Your assignment: Would you copy out only the lines from the one with "Dump the readable content of the map" to the end of the records, exactly as they stand?

Saved data entries
-- -- --

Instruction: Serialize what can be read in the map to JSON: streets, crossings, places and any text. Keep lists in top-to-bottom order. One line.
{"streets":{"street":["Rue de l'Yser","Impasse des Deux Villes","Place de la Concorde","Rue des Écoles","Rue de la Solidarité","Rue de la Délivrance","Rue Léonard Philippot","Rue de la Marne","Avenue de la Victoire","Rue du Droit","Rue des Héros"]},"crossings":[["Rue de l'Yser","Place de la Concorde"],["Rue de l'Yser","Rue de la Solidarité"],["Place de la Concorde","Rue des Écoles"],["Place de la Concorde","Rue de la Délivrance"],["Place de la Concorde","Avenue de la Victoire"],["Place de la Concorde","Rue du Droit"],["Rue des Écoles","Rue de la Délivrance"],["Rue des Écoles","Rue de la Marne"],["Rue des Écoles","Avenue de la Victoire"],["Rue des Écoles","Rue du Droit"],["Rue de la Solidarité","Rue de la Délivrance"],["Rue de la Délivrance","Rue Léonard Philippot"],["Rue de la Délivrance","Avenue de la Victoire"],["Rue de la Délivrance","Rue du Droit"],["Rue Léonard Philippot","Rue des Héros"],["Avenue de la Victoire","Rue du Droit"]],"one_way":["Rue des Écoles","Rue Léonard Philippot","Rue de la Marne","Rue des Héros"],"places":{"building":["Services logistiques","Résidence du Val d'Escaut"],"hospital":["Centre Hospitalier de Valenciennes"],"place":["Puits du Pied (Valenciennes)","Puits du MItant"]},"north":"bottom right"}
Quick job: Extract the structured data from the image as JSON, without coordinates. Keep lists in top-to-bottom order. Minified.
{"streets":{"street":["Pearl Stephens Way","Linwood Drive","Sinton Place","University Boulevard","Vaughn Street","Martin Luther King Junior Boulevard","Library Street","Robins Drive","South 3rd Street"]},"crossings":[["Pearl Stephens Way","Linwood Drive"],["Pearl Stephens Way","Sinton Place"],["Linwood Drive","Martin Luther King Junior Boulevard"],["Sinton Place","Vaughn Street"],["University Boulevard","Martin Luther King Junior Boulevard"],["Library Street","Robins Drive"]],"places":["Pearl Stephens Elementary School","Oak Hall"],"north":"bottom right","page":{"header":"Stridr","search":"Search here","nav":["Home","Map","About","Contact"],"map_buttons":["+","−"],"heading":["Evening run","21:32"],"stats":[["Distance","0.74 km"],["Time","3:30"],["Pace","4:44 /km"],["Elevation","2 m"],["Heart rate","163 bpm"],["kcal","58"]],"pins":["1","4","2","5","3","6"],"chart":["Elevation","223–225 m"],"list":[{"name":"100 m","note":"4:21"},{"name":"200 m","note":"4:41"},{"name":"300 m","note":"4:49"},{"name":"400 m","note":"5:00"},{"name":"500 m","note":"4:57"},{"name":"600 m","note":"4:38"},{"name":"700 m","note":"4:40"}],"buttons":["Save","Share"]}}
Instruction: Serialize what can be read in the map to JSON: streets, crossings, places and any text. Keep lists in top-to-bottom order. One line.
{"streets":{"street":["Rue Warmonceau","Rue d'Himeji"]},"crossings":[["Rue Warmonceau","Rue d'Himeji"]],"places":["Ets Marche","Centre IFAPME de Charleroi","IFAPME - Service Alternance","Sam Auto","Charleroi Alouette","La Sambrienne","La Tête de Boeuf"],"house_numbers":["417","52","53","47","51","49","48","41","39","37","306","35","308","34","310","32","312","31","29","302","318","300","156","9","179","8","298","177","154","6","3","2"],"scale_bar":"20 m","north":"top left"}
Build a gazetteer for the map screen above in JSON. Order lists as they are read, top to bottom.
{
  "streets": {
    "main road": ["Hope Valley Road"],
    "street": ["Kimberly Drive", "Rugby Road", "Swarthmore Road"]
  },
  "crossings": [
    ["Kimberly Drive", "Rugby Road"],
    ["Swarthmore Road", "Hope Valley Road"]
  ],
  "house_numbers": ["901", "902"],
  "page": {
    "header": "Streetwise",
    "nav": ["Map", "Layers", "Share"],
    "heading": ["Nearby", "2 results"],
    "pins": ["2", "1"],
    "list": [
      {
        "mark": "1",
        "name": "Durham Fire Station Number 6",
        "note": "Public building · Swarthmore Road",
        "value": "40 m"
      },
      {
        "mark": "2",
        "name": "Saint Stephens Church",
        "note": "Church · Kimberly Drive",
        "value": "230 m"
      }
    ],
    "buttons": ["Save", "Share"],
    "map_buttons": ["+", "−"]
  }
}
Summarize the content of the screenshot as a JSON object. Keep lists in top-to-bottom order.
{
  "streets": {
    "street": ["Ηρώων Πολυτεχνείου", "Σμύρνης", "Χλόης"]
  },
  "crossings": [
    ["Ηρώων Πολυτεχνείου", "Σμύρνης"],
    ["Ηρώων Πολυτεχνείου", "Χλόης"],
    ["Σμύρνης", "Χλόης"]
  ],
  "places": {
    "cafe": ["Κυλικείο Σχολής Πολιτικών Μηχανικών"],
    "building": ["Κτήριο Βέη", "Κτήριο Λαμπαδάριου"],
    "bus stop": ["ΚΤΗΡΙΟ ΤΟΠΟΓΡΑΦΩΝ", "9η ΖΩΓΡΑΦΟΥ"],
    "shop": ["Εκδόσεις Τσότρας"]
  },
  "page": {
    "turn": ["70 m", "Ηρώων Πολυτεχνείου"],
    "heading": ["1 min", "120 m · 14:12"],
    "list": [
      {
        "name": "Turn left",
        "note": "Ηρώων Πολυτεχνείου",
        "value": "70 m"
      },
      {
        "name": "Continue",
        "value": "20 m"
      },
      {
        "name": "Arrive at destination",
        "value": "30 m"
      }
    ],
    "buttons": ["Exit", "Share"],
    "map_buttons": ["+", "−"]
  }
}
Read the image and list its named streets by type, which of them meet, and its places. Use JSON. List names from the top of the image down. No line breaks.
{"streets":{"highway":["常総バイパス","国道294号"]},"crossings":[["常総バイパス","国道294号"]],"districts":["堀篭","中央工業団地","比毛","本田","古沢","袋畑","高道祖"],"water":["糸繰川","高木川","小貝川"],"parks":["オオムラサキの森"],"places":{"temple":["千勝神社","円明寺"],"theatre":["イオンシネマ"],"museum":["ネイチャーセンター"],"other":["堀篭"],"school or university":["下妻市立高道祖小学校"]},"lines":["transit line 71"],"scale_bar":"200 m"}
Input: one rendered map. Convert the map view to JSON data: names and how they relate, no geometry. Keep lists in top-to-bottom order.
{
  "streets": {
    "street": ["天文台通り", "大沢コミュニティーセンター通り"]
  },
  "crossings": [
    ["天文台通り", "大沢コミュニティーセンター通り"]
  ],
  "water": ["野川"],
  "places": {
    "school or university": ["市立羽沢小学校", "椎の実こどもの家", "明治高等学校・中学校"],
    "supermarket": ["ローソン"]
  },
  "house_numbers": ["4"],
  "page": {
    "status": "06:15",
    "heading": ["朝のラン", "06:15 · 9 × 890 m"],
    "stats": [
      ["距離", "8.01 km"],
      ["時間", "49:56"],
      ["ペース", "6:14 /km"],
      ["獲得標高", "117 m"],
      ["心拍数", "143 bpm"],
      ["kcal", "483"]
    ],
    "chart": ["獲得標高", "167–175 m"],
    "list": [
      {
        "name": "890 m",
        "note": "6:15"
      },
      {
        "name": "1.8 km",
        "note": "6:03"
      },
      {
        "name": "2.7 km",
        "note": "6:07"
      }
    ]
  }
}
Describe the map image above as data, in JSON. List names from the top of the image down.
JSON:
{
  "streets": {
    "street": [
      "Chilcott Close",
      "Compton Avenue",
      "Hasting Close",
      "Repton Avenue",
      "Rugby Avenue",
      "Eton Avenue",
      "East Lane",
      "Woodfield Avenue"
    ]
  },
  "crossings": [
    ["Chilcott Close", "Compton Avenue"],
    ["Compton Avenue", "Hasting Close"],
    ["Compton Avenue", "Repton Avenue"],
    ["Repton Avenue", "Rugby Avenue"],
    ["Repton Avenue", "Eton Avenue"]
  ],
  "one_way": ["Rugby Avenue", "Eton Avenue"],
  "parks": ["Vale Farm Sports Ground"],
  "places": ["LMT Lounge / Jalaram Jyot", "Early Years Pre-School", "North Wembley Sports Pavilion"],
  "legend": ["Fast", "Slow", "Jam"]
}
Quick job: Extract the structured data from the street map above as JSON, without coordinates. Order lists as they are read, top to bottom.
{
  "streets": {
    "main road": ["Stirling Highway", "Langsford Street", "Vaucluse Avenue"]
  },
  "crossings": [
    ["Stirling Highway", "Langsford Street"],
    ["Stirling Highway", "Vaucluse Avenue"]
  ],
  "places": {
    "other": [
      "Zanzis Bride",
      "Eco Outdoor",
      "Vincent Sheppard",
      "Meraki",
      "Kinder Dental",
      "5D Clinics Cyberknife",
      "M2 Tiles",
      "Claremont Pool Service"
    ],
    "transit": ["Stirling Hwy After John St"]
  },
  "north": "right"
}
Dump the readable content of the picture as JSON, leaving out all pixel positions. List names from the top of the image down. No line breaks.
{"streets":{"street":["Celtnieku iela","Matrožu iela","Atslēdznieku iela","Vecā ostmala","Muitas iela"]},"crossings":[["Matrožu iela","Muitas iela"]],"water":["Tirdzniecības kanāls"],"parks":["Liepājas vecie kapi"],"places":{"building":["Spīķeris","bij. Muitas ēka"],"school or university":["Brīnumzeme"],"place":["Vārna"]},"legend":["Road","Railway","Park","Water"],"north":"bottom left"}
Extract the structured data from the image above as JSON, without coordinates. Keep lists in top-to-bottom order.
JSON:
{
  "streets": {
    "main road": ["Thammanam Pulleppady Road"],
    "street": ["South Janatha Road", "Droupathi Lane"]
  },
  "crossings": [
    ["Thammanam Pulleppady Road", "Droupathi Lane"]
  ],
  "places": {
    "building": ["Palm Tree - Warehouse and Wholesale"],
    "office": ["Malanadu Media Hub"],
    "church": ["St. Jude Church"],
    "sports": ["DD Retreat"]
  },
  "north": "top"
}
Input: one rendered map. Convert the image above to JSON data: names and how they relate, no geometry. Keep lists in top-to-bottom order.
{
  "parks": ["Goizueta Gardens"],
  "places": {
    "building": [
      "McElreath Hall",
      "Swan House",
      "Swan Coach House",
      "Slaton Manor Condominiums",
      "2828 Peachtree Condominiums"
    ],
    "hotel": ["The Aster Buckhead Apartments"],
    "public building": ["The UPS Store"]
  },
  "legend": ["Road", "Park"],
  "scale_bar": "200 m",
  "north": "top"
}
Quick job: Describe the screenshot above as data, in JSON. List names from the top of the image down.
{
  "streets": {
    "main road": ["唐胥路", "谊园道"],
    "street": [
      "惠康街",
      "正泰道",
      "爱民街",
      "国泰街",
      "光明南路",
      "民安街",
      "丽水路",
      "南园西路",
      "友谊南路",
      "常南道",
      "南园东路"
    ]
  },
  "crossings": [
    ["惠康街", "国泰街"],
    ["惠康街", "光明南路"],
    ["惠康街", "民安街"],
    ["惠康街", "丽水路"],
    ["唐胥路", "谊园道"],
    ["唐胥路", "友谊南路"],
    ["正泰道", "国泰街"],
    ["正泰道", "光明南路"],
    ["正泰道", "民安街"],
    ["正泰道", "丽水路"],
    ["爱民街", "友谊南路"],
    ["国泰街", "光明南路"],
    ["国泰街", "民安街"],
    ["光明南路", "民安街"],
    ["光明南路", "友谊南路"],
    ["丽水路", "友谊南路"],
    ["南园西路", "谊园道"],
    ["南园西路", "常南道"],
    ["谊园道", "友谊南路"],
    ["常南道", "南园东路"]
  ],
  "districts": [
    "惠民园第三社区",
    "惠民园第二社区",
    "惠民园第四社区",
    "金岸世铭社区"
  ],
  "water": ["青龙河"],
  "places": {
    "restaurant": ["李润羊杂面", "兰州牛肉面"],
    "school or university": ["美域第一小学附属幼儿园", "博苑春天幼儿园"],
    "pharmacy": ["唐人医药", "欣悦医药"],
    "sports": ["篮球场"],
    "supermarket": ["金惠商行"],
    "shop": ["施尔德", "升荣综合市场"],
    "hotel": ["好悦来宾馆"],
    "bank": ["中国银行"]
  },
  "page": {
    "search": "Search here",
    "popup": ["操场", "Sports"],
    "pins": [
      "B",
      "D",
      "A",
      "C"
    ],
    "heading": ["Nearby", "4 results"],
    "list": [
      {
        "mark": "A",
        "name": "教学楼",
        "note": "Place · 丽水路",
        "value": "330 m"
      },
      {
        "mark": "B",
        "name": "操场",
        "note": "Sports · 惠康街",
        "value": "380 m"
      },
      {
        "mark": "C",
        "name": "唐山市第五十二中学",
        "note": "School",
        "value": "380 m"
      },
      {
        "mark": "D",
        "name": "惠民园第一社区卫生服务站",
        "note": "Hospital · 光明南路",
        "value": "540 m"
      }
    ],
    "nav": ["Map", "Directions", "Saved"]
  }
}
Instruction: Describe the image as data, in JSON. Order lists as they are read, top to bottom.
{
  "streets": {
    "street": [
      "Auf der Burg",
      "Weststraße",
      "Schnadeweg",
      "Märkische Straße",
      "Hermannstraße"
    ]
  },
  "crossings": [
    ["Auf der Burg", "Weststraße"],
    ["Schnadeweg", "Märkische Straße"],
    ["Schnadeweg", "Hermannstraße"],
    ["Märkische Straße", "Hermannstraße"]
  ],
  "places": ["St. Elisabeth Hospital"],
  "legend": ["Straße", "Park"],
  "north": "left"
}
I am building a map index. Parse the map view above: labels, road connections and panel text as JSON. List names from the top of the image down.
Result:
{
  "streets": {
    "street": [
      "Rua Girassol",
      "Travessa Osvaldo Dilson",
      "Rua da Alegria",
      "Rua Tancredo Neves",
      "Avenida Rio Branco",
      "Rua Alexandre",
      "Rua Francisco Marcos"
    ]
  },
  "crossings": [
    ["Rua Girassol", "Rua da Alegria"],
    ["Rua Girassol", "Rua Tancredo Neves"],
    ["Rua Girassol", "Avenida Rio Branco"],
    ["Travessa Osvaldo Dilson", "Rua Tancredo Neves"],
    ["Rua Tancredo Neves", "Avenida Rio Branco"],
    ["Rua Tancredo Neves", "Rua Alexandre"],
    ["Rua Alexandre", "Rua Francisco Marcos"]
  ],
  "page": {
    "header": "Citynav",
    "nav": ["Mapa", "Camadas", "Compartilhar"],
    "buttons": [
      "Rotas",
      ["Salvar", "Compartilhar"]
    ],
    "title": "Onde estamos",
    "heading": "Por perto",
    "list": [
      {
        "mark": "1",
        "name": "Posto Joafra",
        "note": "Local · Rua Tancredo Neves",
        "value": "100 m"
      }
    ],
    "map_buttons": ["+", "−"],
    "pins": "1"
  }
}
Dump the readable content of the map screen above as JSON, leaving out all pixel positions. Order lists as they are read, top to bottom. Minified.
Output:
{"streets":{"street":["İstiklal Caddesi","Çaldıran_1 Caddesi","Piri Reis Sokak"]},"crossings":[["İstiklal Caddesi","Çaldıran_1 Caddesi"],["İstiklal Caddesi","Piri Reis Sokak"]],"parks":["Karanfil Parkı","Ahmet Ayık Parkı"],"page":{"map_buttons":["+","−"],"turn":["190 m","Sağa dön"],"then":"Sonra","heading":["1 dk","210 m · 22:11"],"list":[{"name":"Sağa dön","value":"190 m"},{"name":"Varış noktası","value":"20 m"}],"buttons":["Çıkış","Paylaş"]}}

-- -- --

Result of this task:
Dump the readable content of the map screen above as JSON, leaving out all pixel positions. Order lists as they are read, top to bottom. Minified.
Output:
{"streets":{"street":["İstiklal Caddesi","Çaldıran_1 Caddesi","Piri Reis Sokak"]},"crossings":[["İstiklal Caddesi","Çaldıran_1 Caddesi"],["İstiklal Caddesi","Piri Reis Sokak"]],"parks":["Karanfil Parkı","Ahmet Ayık Parkı"],"page":{"map_buttons":["+","−"],"turn":["190 m","Sağa dön"],"then":"Sonra","heading":["1 dk","210 m · 22:11"],"list":[{"name":"Sağa dön","value":"190 m"},{"name":"Varış noktası","value":"20 m"}],"buttons":["Çıkış","Paylaş"]}}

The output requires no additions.